Erica is a Certified Nose Work Instructor (CNWI) through the National Association of Canine Scent Work. She teaches Agility and K9 Nose work classes, both sports she participates and competes in with her rescued Brittany Spaniel, Mimi and newest monster, Gator.
I am passionate about dogs using their noses. The dog olfactory system fills the majority of their brain and their sense of smell is light years beyond our own. We are only just scratching the surface learning about the magic of what dogs can smell and what they can teach us through the use of their powerful nose!
My introduction to the sport of K9 Nosework began when my newly adopted Brittany puppy was about 5 months old. She was a VERY busy puppy, far busier than any dog I had ever owned and the first puppy I’d had in about 20 years! While she got plenty of exercise and we did plenty of training, something was missing. I saw a flyer somewhere about a workshop coming to town about “the new sport of k9 Nosework” for dogs of all ages-so I went! It was transformative. Suddenly, my crazy puppy had an outlet using her nose for good and not evil! The only issue was that she wasn’t very food motivated, I mean, she really didn’t care about food at all, BUT she was already a crazy ball dog so we used her ball. She hunted for stinky treats in boxes and got rewarded with her ball. 10 minutes of playing the game and she was actually able to settle, it gave her an outlet and made our training sessions for the “boring stuff” more productive when we trained after doing a bit of Nosework. I was amazed at how well the game worked and wanted to find out more-so when the National Association of Canine Scentwork (NACSW, www.nacsw.net) had their first instructor training course outside of California I signed on and the rest is history. Ive been teaching K9 Nosework for 8.5 years now and loving every minute of it.
The sport has grown and grown with multiple venues signing on including United Kennel Club (UKC) and American Kennel Club (AKC) but many folks in my classes just want something to do with their dog, they don’t compete and don’t plan to compete but those dogs’ noses are just as sharp and as amazing as any competition dog. In NACSW the venue I do most of my trialing in we use the target odors of Birch, Anise and Clove. The dogs hunt for these odors on vehicles, interiors, container searches (think card board boxes, backpacks, luggage, tupperware-almost anything goes) and the dog’s job is to “alert” the handler that they have found their target odor. Some dogs do this by looking at the handler, lying down, sitting, a light paw or a nose freeze. There are MANY different alerts but the one thing all the dogs have in common is they stop sniffing!

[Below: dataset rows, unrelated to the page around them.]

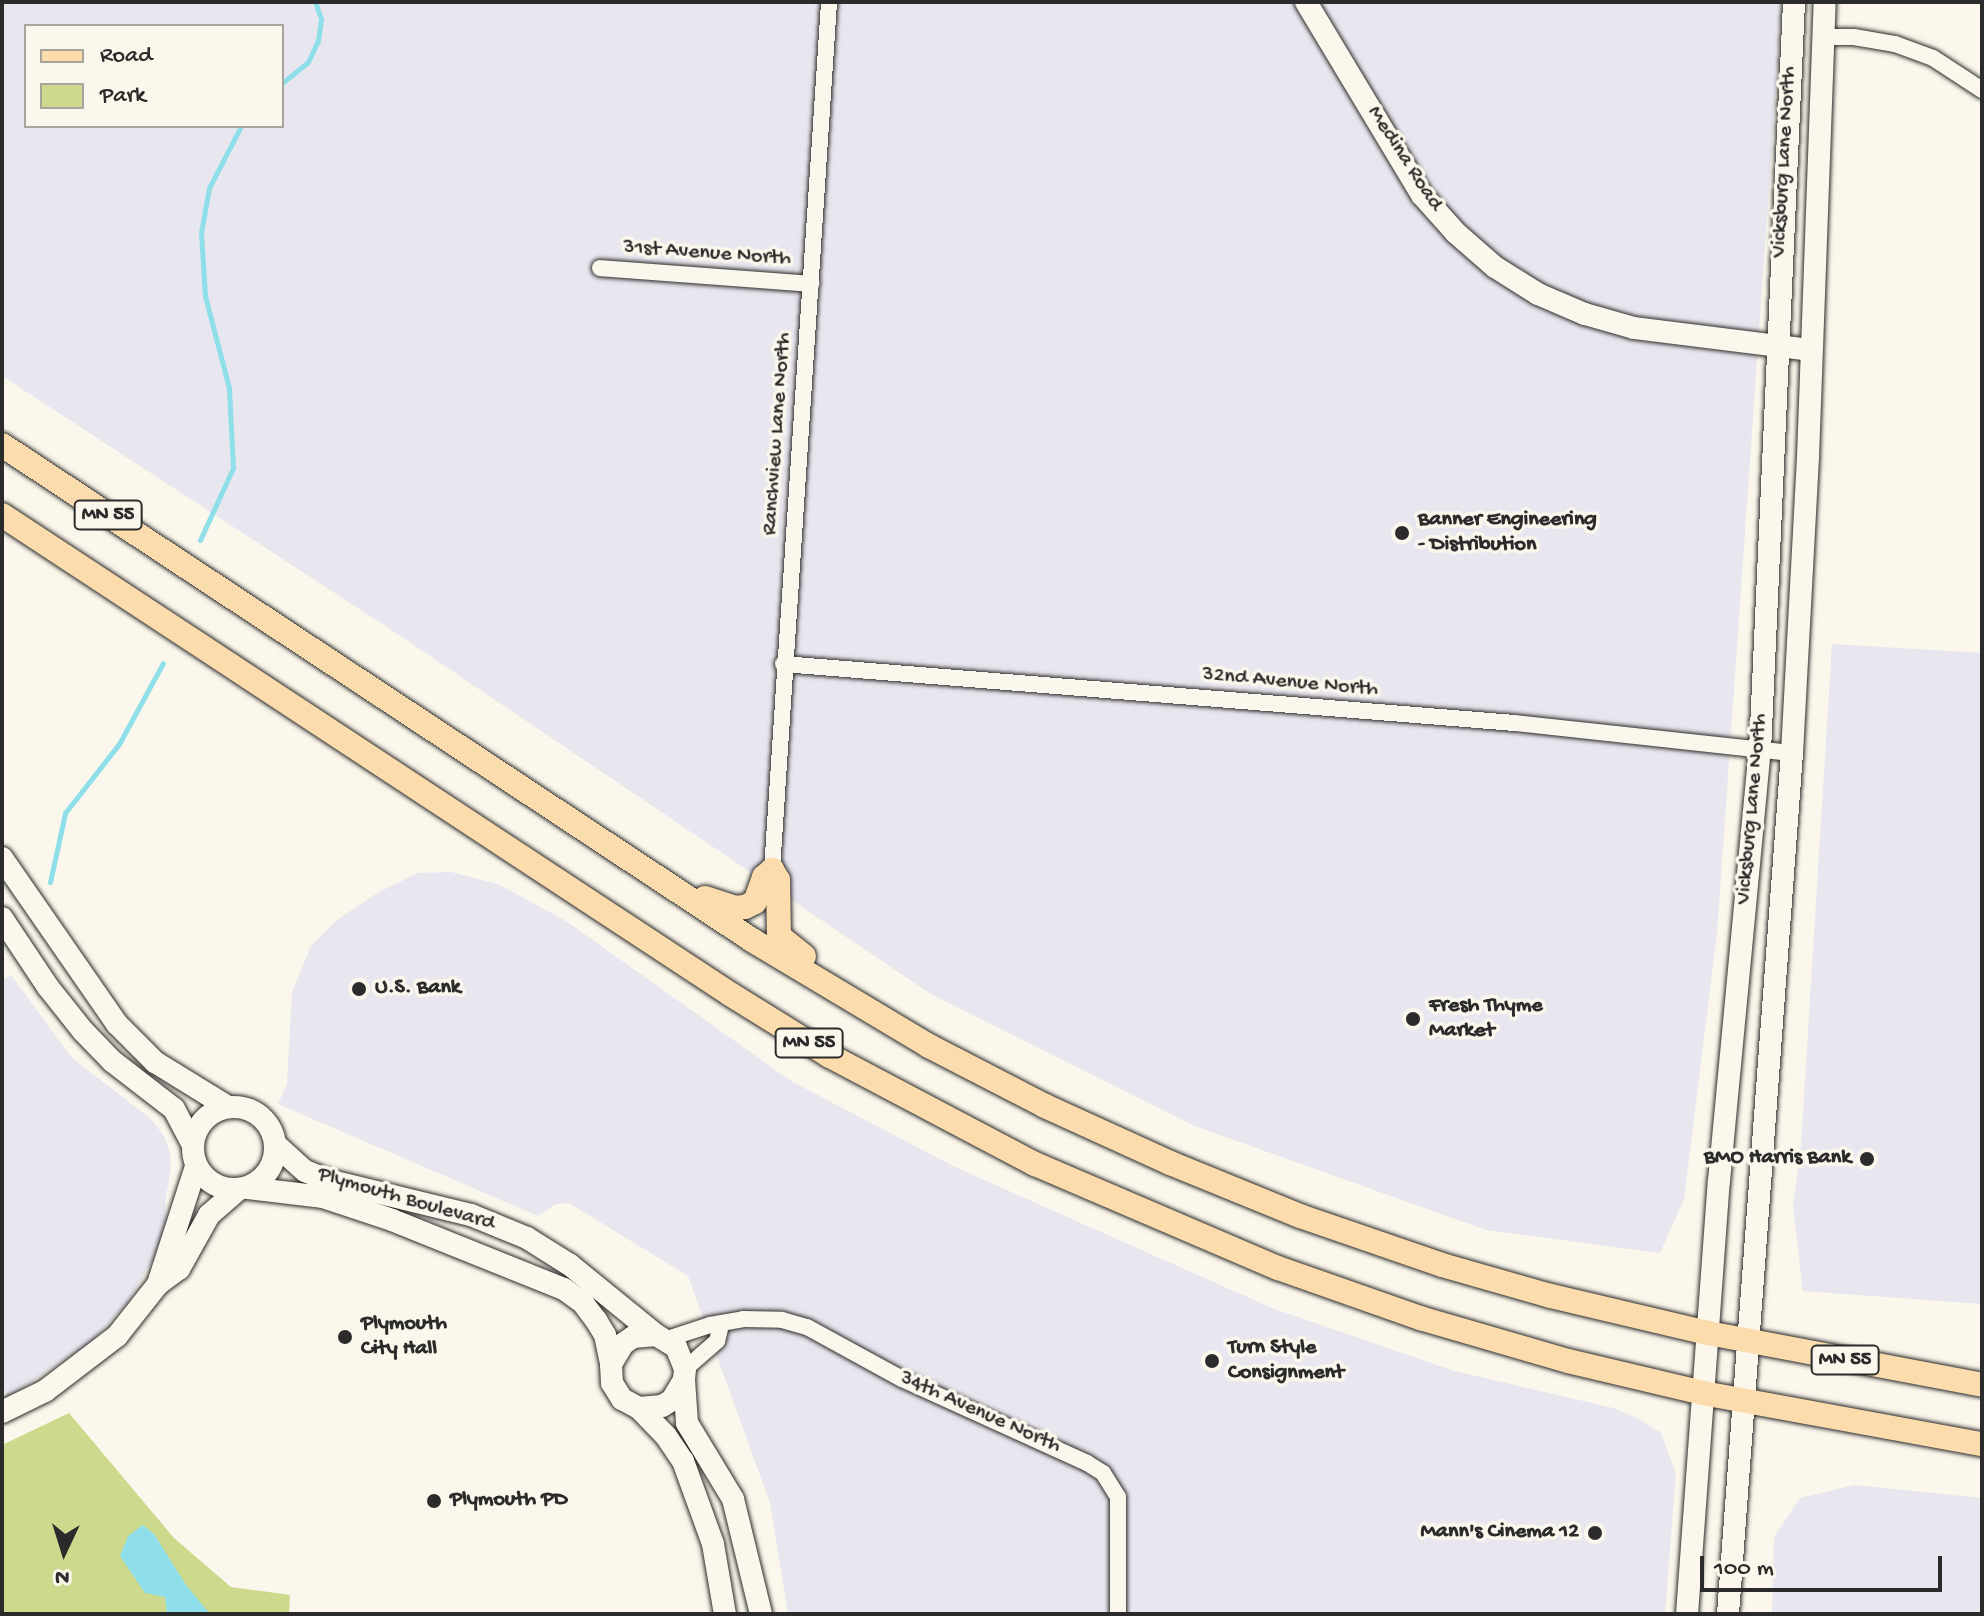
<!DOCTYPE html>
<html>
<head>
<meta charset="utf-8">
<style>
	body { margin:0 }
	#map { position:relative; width:1984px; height:1616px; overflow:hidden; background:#fbf7ec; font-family:"Gochi Hand",sans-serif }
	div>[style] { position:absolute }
	.built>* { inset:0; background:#e8e6ee }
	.green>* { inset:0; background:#cdd98c }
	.water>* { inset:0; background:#8edfe9 }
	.stream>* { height:5px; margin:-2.5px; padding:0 2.5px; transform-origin:2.5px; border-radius:2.5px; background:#8edfe9 }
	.roads { filter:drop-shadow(0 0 2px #2b2b2b) drop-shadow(0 0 2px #2b2b2b) }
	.street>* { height:16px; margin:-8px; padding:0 8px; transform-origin:8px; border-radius:8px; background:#fbf7ec }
	.secondary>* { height:22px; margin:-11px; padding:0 11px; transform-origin:11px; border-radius:11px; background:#fbf7ec }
	.secondary>.ring { margin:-11px; padding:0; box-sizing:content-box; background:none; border:22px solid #fbf7ec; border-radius:50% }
	.primary>* { height:24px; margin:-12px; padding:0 12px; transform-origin:12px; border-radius:12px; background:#fcdcac }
	.dots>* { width:22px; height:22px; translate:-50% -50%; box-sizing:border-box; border:4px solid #fbf7ec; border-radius:50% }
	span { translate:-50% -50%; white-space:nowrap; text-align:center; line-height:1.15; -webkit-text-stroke:7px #fbf7ec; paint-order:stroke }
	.shield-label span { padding:2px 6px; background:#fbf7ec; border:2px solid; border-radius:6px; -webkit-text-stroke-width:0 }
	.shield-label { font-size:20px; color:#2b2b2b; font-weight:700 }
	.street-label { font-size:22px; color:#2b2b2b }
	.poi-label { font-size:22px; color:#2b2b2b; font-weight:700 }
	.left { translate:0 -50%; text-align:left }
	.right { translate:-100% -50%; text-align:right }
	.frame { position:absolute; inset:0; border:4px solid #2b2b2b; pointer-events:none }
	.legend { position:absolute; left:24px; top:24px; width:260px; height:104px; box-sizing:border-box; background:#fbf7ec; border:2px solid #a8a59f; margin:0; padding:10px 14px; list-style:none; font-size:24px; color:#2b2b2b }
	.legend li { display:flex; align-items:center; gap:16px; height:40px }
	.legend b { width:40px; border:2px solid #a8a59f }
	.north { position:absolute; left:24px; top:1512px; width:80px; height:80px; -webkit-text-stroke:6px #fbf7ec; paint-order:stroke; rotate:184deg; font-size:22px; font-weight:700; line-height:32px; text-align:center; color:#2b2b2b }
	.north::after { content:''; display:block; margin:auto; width:28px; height:36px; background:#2b2b2b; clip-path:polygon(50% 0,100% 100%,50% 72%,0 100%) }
	.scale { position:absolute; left:1700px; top:1556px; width:242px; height:36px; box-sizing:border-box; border:4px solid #2b2b2b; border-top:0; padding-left:10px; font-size:24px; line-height:28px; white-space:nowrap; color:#2b2b2b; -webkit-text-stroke:6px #fbf7ec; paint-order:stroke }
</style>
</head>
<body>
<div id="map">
	<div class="built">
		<i style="clip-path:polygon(evenodd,2px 2px,1782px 2px,1717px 933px,1684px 1199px,1660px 1253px,1486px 1230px,1195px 1126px,931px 994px,393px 631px,2px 376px,2px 2px,26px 26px,282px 26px,282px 126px,26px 126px,26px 26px)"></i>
		<i style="clip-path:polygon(1832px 644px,1982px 653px,1982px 1304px,1803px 1291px,1793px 1206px,1801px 1145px)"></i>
		<i style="clip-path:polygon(451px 872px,498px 884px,566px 921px,791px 1081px,955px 1167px,1272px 1308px,1454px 1371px,1613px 1408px,1637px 1418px,1661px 1433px,1676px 1474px,1665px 1614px,788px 1614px,770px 1503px,688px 1276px,569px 1203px,556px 1204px,538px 1216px,278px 1104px,287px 1084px,292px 992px,311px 946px,337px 920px,379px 892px,418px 873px)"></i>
		<i style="clip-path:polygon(11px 975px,72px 1058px,151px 1119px,164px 1136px,170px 1153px,171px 1169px,165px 1202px,169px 1233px,127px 1303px,91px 1342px,7px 1398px,2px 1384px,2px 981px)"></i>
		<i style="clip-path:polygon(1855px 1485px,1982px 1498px,1982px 1614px,1772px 1614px,1774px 1537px,1800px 1498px)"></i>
	</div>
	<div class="green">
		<i style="clip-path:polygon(69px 1413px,174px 1538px,231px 1587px,290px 1595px,289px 1614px,2px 1614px,2px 1445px)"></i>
	</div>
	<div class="water">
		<i style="clip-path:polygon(143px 1525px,154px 1534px,186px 1585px,210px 1614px,167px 1614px,165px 1597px,145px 1593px,120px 1556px,128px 1536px)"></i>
	</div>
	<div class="stream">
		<i style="left:282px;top:83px;width:33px;rotate:-39deg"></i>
		<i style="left:308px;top:62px;width:23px;rotate:-65deg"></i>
		<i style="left:318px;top:41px;width:22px;rotate:-82deg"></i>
		<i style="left:321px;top:19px;width:18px;rotate:-109deg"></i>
		<i style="left:200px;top:540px;width:79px;rotate:-65.4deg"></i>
		<i style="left:233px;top:468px;width:80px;rotate:-92.9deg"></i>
		<i style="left:229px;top:388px;width:95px;rotate:-104.6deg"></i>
		<i style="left:205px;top:296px;width:63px;rotate:-93.6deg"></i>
		<i style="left:201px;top:233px;width:46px;rotate:-79.9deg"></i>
		<i style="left:209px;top:188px;width:70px;rotate:-62.7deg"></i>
		<i style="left:50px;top:882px;width:71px;rotate:-77.7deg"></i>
		<i style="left:65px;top:813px;width:88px;rotate:-52deg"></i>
		<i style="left:119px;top:744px;width:92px;rotate:-61.5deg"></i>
	</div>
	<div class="roads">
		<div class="street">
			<i style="left:1823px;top:37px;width:31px"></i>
			<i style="left:1854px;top:37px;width:42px;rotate:9.7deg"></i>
			<i style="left:1895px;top:44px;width:40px;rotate:20.2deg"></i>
			<i style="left:1933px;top:58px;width:59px;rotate:33.1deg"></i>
			<i style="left:600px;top:268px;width:212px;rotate:4.3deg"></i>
			<i style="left:783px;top:664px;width:734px;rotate:4.61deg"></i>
			<i style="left:1515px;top:723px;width:279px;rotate:6.2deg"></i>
			<i style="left:772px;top:870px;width:870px;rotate:-86.24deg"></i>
			<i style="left:667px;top:1339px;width:45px;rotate:-18deg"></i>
			<i style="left:710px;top:1325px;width:34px;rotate:-10deg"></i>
			<i style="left:743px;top:1319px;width:39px;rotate:1deg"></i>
			<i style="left:782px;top:1320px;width:26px;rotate:16deg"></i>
			<i style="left:807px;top:1327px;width:108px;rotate:28.7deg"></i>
			<i style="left:902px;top:1379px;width:203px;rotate:24.4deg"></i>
			<i style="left:1087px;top:1463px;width:19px;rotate:32deg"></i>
			<i style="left:1103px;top:1473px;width:28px;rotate:58deg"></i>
			<i style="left:1118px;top:1497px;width:117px;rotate:90deg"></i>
			<i style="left:685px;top:1369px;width:43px;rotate:-41.2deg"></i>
			<i style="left:717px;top:1341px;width:16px;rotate:-76deg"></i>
		</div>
		<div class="secondary">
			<i style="left:1306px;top:2px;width:225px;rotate:59deg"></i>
			<i style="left:1422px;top:195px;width:51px;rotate:48.2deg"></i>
			<i style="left:1456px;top:233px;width:52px;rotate:41.1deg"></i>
			<i style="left:1495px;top:267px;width:51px;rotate:32.1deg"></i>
			<i style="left:1538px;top:294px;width:51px;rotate:23.1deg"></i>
			<i style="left:1585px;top:314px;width:51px;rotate:15.9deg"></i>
			<i style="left:1634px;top:328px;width:178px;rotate:7.1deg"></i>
			<i style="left:2px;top:858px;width:202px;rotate:55.3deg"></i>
			<i style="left:117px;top:1024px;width:54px;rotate:45deg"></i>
			<i style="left:155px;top:1062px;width:86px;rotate:31.7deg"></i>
			<i style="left:2px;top:918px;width:83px;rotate:56.3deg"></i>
			<i style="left:48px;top:987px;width:56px;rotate:51.5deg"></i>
			<i style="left:83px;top:1031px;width:42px;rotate:46deg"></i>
			<i style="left:112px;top:1061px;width:78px;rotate:37.7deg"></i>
			<i style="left:174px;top:1109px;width:41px;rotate:62.2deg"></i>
			<i class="ring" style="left:193px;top:1107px;width:60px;height:60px"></i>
			<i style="left:276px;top:1145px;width:39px;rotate:42deg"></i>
			<i style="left:305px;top:1171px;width:24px;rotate:22deg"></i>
			<i style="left:327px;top:1180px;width:148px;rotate:13.7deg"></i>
			<i style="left:471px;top:1215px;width:61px;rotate:22.3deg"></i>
			<i style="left:527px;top:1238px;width:51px;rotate:32.1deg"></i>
			<i style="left:570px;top:1265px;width:111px;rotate:39.1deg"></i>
			<i style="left:248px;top:1188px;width:76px;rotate:6.8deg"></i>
			<i style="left:323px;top:1197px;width:73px;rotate:18.4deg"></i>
			<i style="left:392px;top:1220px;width:185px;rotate:21.9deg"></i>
			<i style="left:564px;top:1289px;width:24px;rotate:36deg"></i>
			<i style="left:583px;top:1303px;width:21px;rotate:53deg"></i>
			<i style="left:596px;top:1320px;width:17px;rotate:59deg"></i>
			<i style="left:605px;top:1335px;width:30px;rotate:78deg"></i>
			<i style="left:158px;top:1284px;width:124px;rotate:-72.1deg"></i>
			<i style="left:684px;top:1380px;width:43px;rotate:86deg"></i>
			<i style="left:687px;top:1423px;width:89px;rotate:58.8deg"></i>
			<i style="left:733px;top:1499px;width:118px;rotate:76.3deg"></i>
			<i style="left:639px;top:1408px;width:23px;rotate:-5deg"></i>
			<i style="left:662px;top:1406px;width:12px;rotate:-31deg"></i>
			<i style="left:672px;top:1400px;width:23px;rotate:-59deg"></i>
			<i style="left:684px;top:1380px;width:11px;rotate:-85deg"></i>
			<i style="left:685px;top:1369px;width:24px;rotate:-112deg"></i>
			<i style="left:676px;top:1347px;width:23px;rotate:-149deg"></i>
			<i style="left:656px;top:1335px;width:23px;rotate:175deg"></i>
			<i style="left:633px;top:1337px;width:12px;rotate:145deg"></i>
			<i style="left:623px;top:1344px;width:23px;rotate:121deg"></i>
			<i style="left:611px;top:1364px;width:19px;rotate:87deg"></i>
			<i style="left:612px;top:1383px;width:19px;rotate:58deg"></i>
			<i style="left:622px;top:1399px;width:19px;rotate:28deg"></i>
			<i style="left:639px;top:1408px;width:39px;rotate:46deg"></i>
			<i style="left:666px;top:1436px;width:30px;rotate:56deg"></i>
			<i style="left:683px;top:1461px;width:88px;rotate:70.1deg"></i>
			<i style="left:713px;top:1544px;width:71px;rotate:80.3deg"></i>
			<i style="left:2px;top:1412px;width:48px;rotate:-26deg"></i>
			<i style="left:45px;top:1391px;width:91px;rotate:-37.4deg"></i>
			<i style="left:117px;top:1336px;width:66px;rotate:-51.7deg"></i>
			<i style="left:158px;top:1284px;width:26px;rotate:-36deg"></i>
			<i style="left:179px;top:1269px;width:62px;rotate:-60.9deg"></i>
			<i style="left:209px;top:1215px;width:40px;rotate:-41deg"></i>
			<i style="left:1687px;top:1614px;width:434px;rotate:-85.8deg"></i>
			<i style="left:1719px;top:1181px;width:432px;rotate:-84.6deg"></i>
			<i style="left:1760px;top:751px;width:750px;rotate:-87.4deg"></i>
			<i style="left:1728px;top:1614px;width:863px;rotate:-85.75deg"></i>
			<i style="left:1792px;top:753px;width:296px;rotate:-86.9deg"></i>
			<i style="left:1808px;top:457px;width:455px;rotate:-87.9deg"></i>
		</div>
		<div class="primary">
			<i style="left:2px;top:445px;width:899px;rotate:33.42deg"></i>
			<i style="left:752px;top:940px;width:206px;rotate:30.9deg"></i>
			<i style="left:929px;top:1046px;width:131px;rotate:27.3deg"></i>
			<i style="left:1045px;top:1106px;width:137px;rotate:24.5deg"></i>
			<i style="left:1170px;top:1163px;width:140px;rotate:22.2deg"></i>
			<i style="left:1300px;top:1216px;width:150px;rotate:19deg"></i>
			<i style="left:1442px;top:1265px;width:113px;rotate:15.9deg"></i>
			<i style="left:1551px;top:1296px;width:161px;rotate:13.3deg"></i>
			<i style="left:1708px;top:1333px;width:279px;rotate:10.7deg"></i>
			<i style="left:2px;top:515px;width:871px;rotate:33.34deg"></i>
			<i style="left:730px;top:994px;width:118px;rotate:31.8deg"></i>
			<i style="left:830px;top:1056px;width:232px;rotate:27.8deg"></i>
			<i style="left:1035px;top:1164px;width:264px;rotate:23.2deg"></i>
			<i style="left:1278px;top:1268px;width:151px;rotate:19.4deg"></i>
			<i style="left:1420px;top:1318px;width:154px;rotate:16.2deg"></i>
			<i style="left:1568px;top:1361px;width:139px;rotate:13.3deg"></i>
			<i style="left:1703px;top:1393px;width:284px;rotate:10.4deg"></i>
			<i style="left:705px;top:898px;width:32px;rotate:18deg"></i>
			<i style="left:735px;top:908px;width:10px;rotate:-6deg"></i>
			<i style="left:745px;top:907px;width:11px;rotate:-27deg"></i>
			<i style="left:755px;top:902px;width:27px;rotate:-70deg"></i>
			<i style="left:764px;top:877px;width:11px;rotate:-41deg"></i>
			<i style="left:772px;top:870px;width:12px;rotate:59deg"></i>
			<i style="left:778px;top:880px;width:56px;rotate:89deg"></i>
			<i style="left:779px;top:936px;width:32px;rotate:39deg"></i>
		</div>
	</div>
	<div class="dots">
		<i style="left:1402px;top:533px;background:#2b2b2b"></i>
		<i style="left:359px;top:989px;background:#2b2b2b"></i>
		<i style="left:1413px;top:1019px;background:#2b2b2b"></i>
		<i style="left:1867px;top:1159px;background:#2b2b2b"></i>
		<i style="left:345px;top:1337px;background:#2b2b2b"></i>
		<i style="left:1212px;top:1361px;background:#2b2b2b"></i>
		<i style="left:434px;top:1501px;background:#2b2b2b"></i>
		<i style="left:1595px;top:1533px;background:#2b2b2b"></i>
	</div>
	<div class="shield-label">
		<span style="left:108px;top:515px">MN 55</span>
		<span style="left:809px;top:1043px">MN 55</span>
		<span style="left:1845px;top:1360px">MN 55</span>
	</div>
	<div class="street-label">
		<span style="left:1404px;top:159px;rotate:57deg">Medina Road</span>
		<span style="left:1785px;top:162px;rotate:-87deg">Vicksburg Lane North</span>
		<span style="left:707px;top:254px;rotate:4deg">31st Avenue North</span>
		<span style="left:778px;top:434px;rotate:-86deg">Ranchview Lane North</span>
		<span style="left:1290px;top:683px;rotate:5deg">32nd Avenue North</span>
		<span style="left:1753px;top:809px;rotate:-85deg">Vicksburg Lane North</span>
		<span style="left:406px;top:1200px;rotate:16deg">Plymouth Boulevard</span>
		<span style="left:980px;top:1413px;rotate:24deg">34th Avenue North</span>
	</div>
	<div class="poi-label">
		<span class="left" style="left:1418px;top:533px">Banner Engineering<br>- Distribution</span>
		<span class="left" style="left:375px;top:989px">U.S. Bank</span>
		<span class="left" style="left:1429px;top:1019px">Fresh Thyme<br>Market</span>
		<span class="right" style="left:1851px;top:1159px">BMO Harris Bank</span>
		<span class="left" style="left:361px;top:1337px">Plymouth<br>City Hall</span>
		<span class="left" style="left:1228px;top:1361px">Turn Style<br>Consignment</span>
		<span class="left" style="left:450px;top:1501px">Plymouth PD</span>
		<span class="right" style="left:1579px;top:1533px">Mann's Cinema 12</span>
	</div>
	<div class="frame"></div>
	<ul class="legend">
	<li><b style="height:10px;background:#fcdcac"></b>Road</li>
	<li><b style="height:22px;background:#cdd98c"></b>Park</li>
	</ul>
	<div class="north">N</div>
	<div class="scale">100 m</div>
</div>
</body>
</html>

It’s our job to know if they are telling us they have “FOUND IT”.
One of the things I love about Nosework whether it is the dog hunting for cookies in boxes or competing at the highest level (in some venues) dogs who are reactive can still play the game. It is a wonderful way to enrich a reactive dogs life-even if you are just heading out to a sniff spot-why not bring a long some containers and hide some treats or toys for your pup to find or just bring hands full of kibble and spread the love around for him like a canine treasure hunt! Their noses are amazing and they LOVE to use them. My elderly reactive dog who was also a terrible car dog loved to play the Nosework game at home. He did learn the target odor birch but mostly he just wanted to find food, wherever he could!!
Most Nosework classes will accommodate dog reactive dogs because dogs work solo. Each dog has a turn in a Nosework class and no other dogs are present. They are either beyond a barrier, crated in another area or in cars when it is not their turn. I’ve had some dogs who are even people reactive in my classes. We can make almost anything work so that every dog has an opportunity to experience the fun of Nosework. After teaching for so many years I’ve also seen something magical happen in dogs whose confidence was lacking and exhibited shyness or fear in the early classes. As their owners worked with them, they started to open up. It is truly a joyful experience to see a dog who when first came in to the search area would not even get near the open box full of cookies to a dog that sometimes even in a few weeks time was happily running about the room HUNTING for their treasure. It has literally brought me to tears on more than one occasion.
My little “parma-foster” now almost 10 year old Mimi led me in to Nosework and then to the wonderful world of truffle hunting which I LOVE because it gets me outdoors on trails in the quiet wet winters of the PNW. She also led me to my second Brittany, Gator, now 2, who is using his nose on counters, in competition, in the truffle forest AND in a bird field in hunt tests and field trials and I may even learn to fire a shotgun! That is something I NEVER thought I would be doing. Never say never. Your dog’s nose really is the path to many a splendid thing!